→ **EXERCISE DETAILS**
Look below for the line that contains "Find all text", and write out exactly that line and all remaining lines of the listing, omitting pictures.

→ **DATA RECORDS**
- - - - - - -

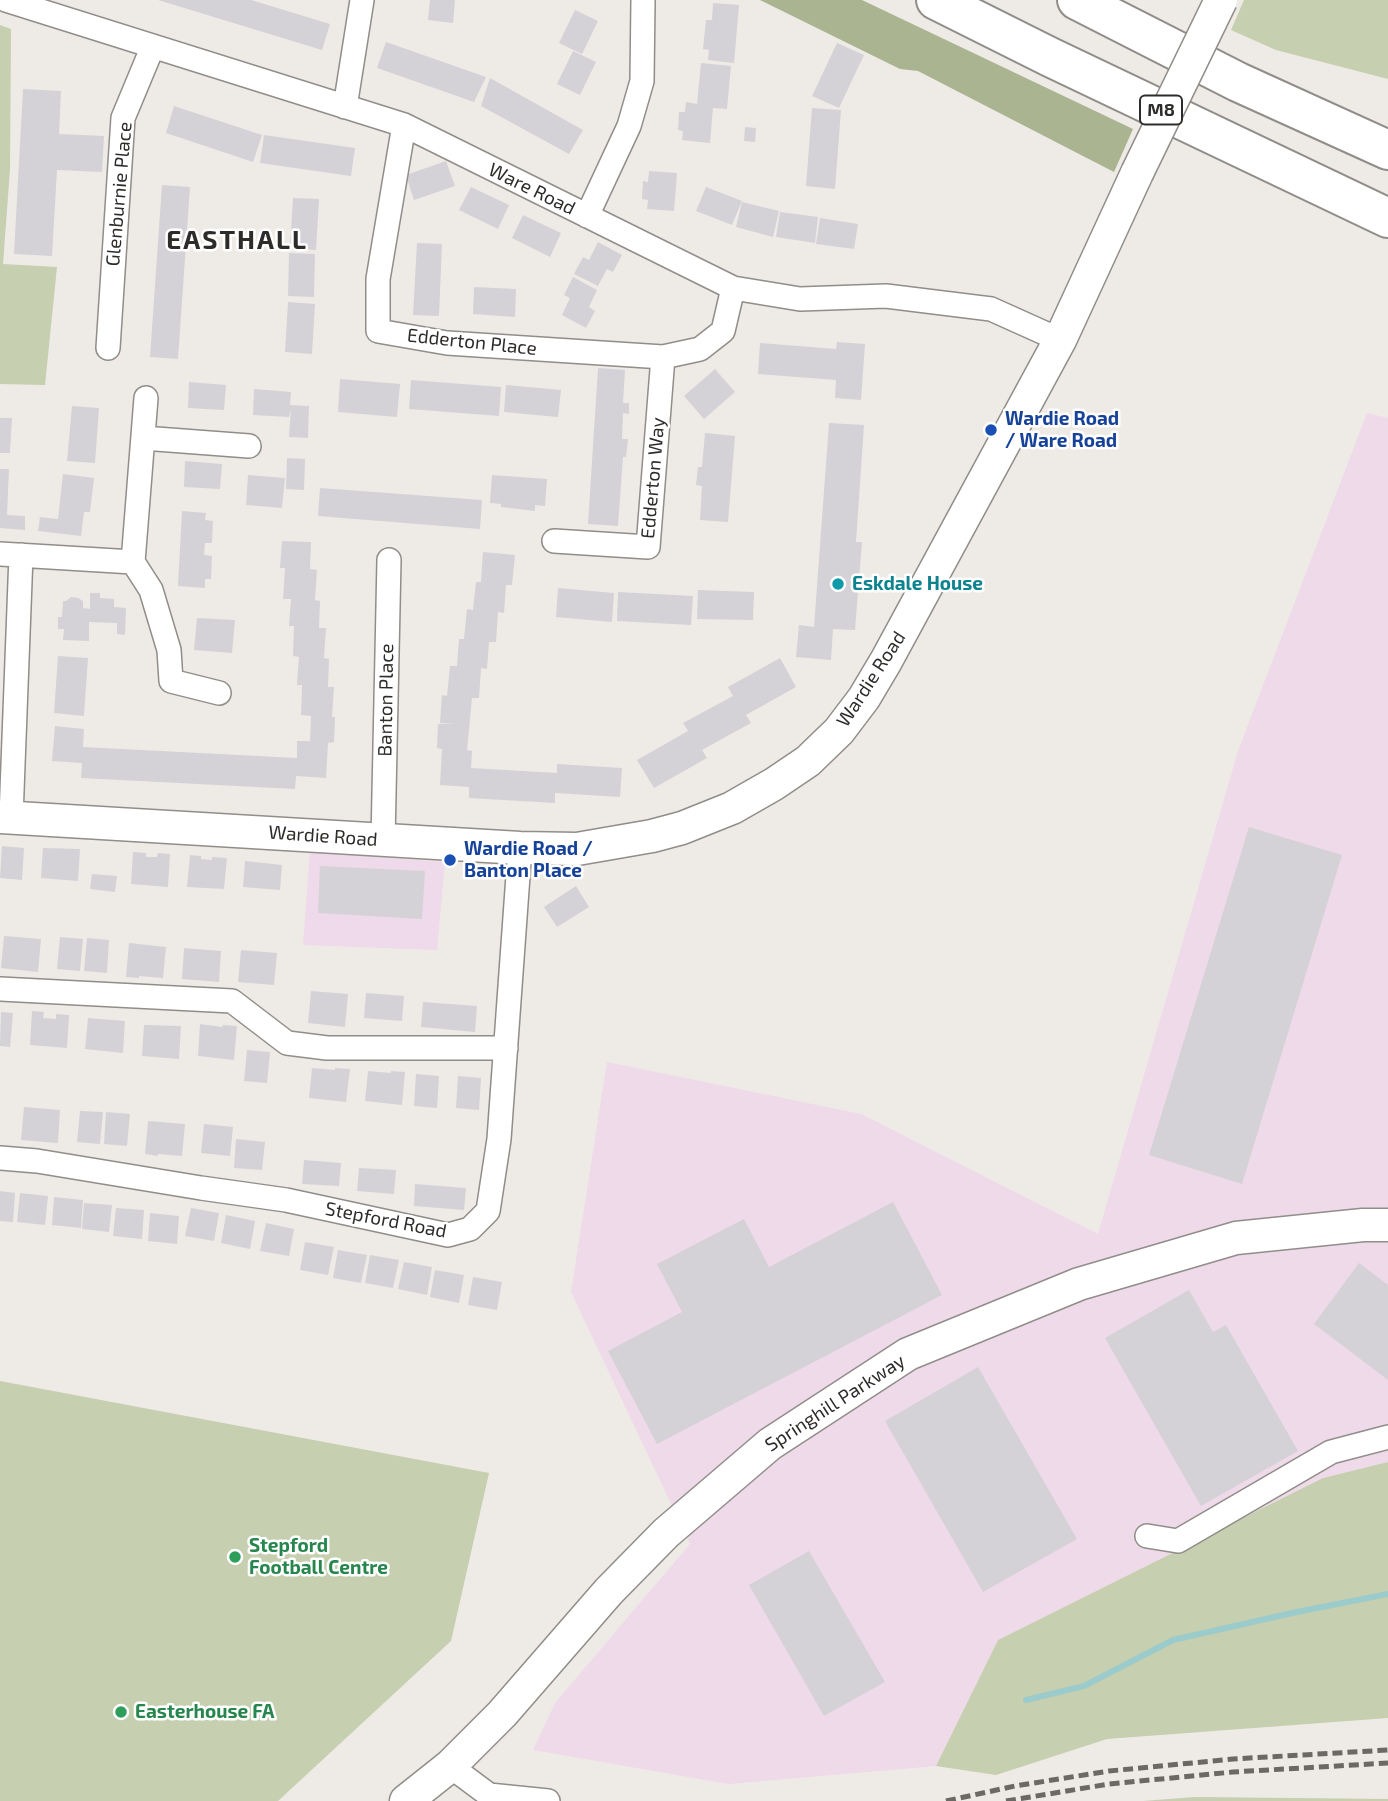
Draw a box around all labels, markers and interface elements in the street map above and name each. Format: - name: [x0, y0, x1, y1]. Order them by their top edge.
- road number: M8: [1140, 96, 1182, 124]
- street label: Glenburnie Place: [101, 121, 137, 267]
- street label: Ware Road: [485, 158, 579, 220]
- district label: EASTHALL: [167, 224, 307, 256]
- street label: Edderton Place: [406, 324, 538, 360]
- place label: Wardie Road / Ware Road: [1005, 408, 1119, 452]
- street label: Edderton Way: [636, 416, 670, 540]
- marker: Wardie Road / Ware Road: [983, 422, 999, 438]
- place label: Eskdale House: [852, 573, 983, 595]
- marker: Eskdale House: [830, 576, 846, 592]
- street label: Wardie Road: [832, 627, 910, 731]
- street label: Banton Place: [374, 643, 398, 757]
- street label: Wardie Road: [268, 821, 378, 851]
- place label: Wardie Road / Banton Place: [464, 838, 593, 882]
- marker: Wardie Road / Banton Place: [442, 852, 458, 868]
- street label: Stepford Road: [323, 1197, 449, 1243]
- street label: Springhill Parkway: [761, 1349, 909, 1457]
- place label: Stepford Football Centre: [249, 1535, 388, 1579]
- marker: Stepford Football Centre: [227, 1549, 243, 1565]
- place label: Easterhouse FA: [135, 1701, 274, 1723]
- marker: Easterhouse FA: [113, 1704, 129, 1720]

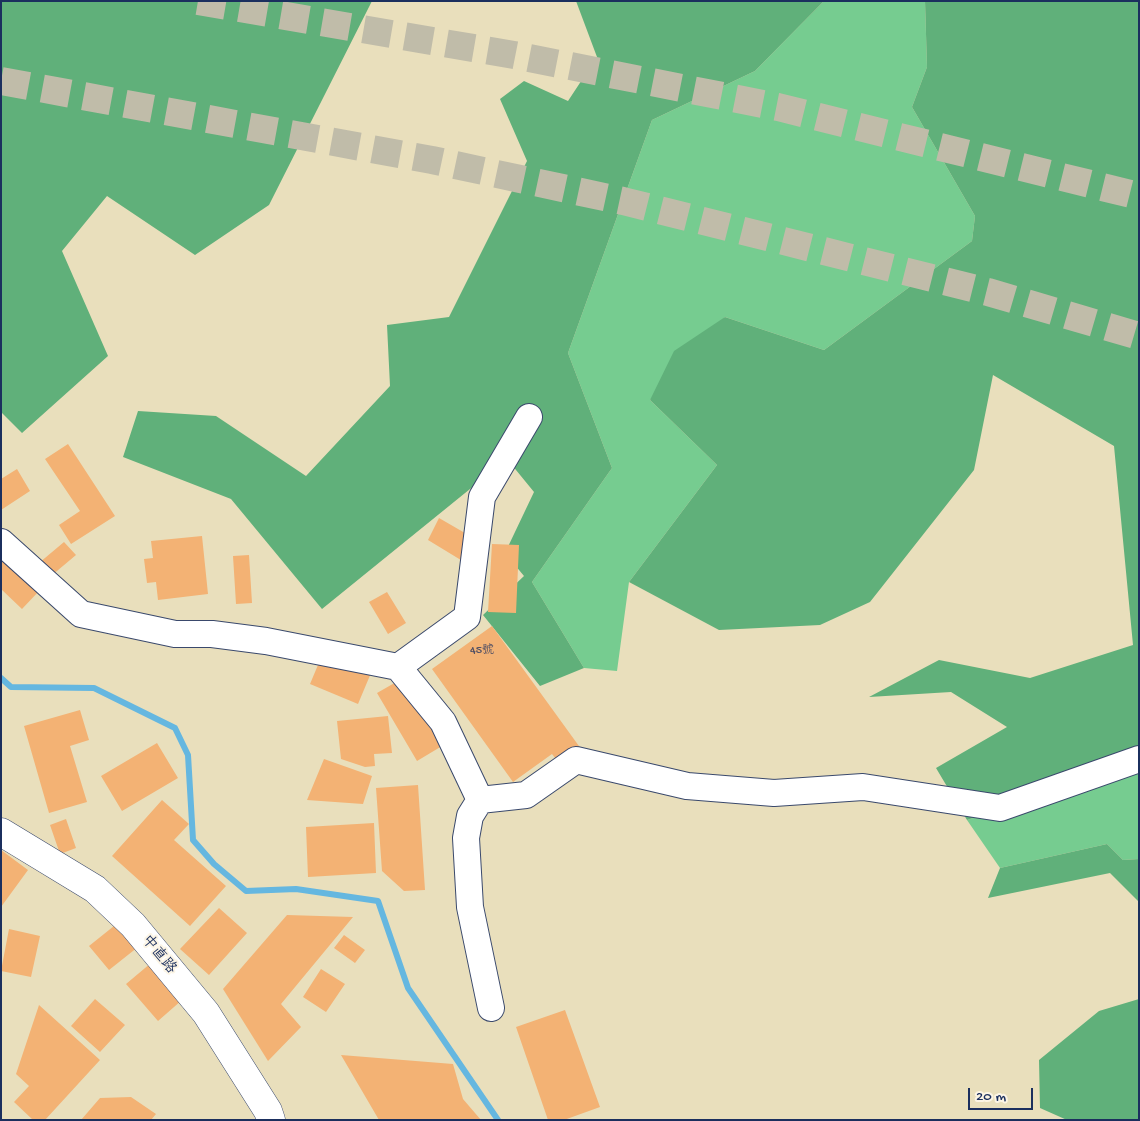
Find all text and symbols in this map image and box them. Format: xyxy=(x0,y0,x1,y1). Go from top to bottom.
house number: 45號 xyxy=(470,644,494,658)
street label: 中直路 xyxy=(137,932,179,978)
scale bar xyxy=(970,1078,1035,1110)
text: 20 m xyxy=(976,1088,1006,1106)

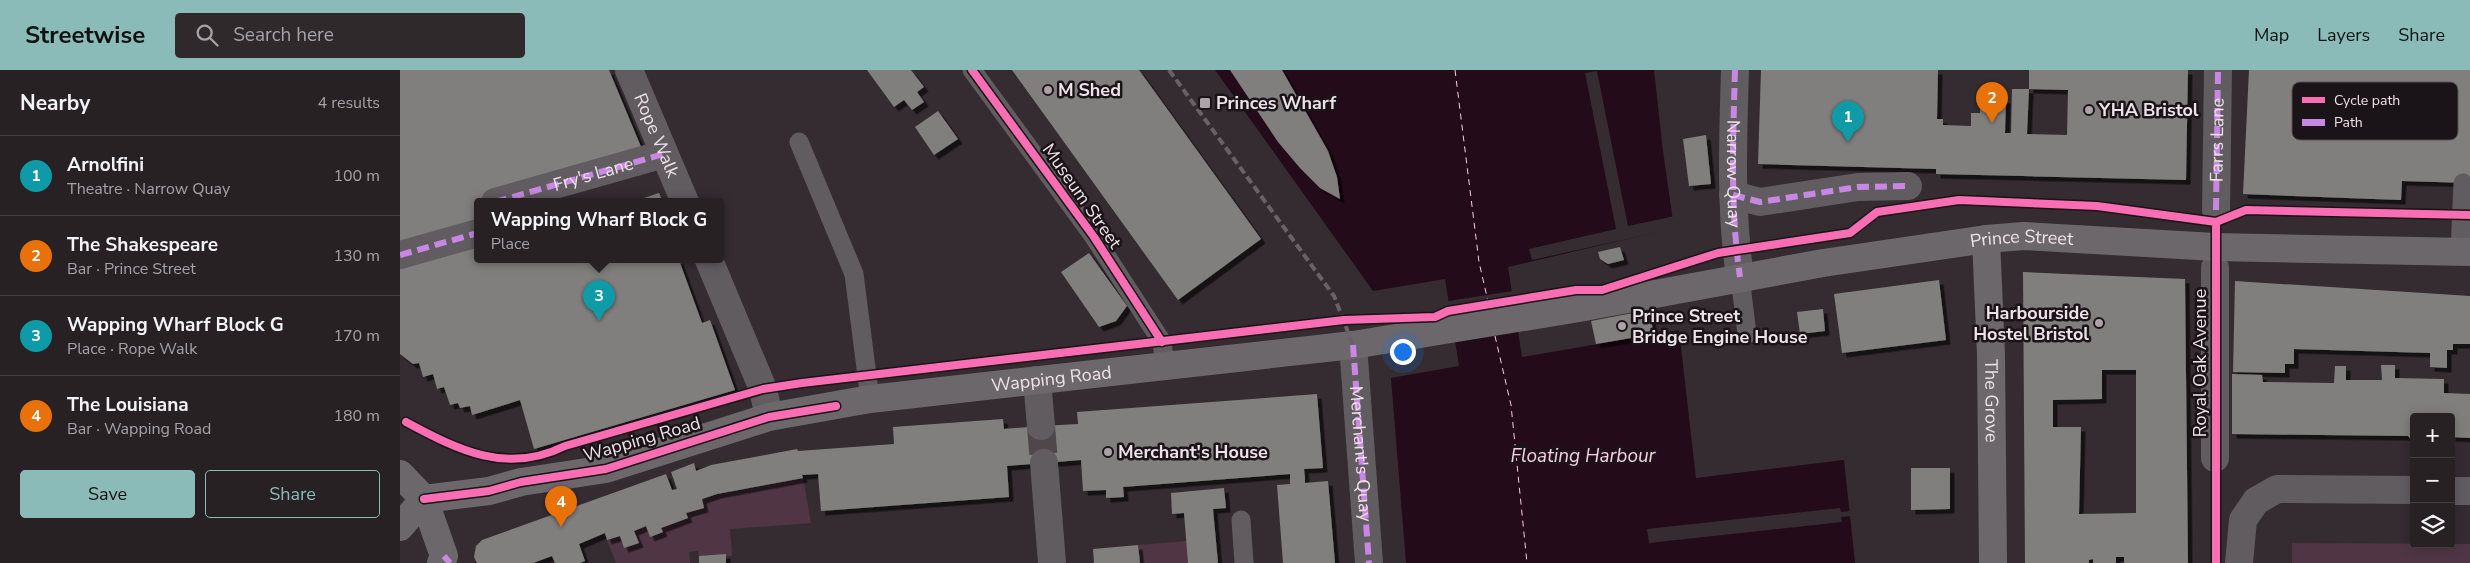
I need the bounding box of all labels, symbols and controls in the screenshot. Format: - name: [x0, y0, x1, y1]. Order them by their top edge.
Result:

- - - - - - -

→ **ANSWER TO THE EXERCISE**
Find all text and symbols in this map image and box them. Format: xyxy=(x0,y0,x1,y1). Go from top to bottom.
house number: 45號 xyxy=(470,644,494,658)
street label: 中直路 xyxy=(137,932,179,978)
scale bar xyxy=(970,1078,1035,1110)
text: 20 m xyxy=(976,1088,1006,1106)

I need the bounding box of all labels, symbols and controls in the screenshot. Format: - name: [x0, y0, x1, y1]. Order them by their top edge.
Result:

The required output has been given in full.